What Broke the Solid Democratic South?

Florida is not the south, other than in a strict geographical interpretation. (And Obama just won Florida.)

I’d like to offer some complications to what has been said.

While it is true that the Civil Rights Movement is highly important, there are several other things to remember:

  1. There were some (albeit not many) Republican or Republican-leaning areas in the South, even in the period between the 1890s (when the Southern Republican parties have their final collapse, connected to the rise of Jim Crow) and the 1950’s.

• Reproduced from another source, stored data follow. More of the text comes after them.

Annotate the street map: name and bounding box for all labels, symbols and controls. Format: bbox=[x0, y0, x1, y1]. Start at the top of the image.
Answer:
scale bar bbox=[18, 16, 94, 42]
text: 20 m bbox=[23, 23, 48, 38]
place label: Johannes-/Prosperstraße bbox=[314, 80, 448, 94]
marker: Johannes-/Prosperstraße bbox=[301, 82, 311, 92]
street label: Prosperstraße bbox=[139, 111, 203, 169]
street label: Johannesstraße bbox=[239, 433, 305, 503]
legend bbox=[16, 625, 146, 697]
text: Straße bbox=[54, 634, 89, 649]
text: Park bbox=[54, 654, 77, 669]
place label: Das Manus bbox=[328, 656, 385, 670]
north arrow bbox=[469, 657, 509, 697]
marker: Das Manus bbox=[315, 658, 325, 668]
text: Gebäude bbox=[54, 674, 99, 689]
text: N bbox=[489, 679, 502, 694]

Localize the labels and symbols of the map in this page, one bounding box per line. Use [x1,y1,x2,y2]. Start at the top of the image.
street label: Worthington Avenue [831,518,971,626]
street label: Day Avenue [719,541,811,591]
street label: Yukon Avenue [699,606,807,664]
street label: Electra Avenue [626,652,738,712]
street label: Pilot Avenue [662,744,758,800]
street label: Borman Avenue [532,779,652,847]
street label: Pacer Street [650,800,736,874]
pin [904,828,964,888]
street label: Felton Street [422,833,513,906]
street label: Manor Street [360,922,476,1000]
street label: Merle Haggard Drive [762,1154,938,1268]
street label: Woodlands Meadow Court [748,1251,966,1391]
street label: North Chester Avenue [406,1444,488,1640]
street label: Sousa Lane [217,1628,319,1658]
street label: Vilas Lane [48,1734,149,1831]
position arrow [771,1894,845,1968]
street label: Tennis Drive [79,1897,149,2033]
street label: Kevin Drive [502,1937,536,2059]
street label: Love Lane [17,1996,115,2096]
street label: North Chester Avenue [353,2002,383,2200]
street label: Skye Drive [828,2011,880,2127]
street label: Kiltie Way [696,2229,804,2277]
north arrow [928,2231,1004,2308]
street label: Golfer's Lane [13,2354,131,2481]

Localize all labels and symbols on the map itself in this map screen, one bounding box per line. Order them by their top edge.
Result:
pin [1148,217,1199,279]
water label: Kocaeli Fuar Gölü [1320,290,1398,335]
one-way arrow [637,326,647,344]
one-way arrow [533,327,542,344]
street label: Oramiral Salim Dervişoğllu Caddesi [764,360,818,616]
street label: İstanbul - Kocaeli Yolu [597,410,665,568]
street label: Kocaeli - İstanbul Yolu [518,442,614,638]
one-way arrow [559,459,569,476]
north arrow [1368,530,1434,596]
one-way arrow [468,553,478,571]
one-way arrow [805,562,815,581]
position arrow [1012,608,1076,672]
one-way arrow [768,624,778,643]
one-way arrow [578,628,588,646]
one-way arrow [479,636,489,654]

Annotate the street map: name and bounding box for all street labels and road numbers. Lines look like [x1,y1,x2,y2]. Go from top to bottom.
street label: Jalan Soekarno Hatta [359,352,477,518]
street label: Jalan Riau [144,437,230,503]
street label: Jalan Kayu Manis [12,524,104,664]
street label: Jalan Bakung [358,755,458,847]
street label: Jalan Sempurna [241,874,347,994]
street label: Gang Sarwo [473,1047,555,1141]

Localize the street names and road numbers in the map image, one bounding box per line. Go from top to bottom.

East Tennessee is the best known example, but there were others, including the German-heritage voters of rural Texas, the Shenandoah Valley and Fighting Ninth of Virginia, the westernmost part of North Carolina, and even (prior to 1928, at least) Acadia in Louisiana.

  2. Presidentially, the Republicans had managed to carry Tennessee in 1920, and (thanks largely to anti-Catholic sentiment) won five states in 1928.

  3. A breakthrough becomes visible in Southern states, starting in 1952. In the states in questions, reasons were varied. In some cases, changes in the electorate mattered (suburbanization in northern Virginia, the migrations into Florida), in some cases longstanding feuds mattered (for example, large factions of the Texas Democratic party had been fighting with the presidential ticket since 1940), and, in some cases, it is areas that had had Republican histories swinging much more to the party. Civil rights, moreover, had been causing Democrats Southern problems as early as the 1930s, with the fights over lynching legislation.

These items, combined, demonstrate that, while the Civil Rights Movement was of high importance to the shift (especially in the Deep South, which had even stuck to Smith in 1928 and Stevenson in 1956), it is not the sole item to look at.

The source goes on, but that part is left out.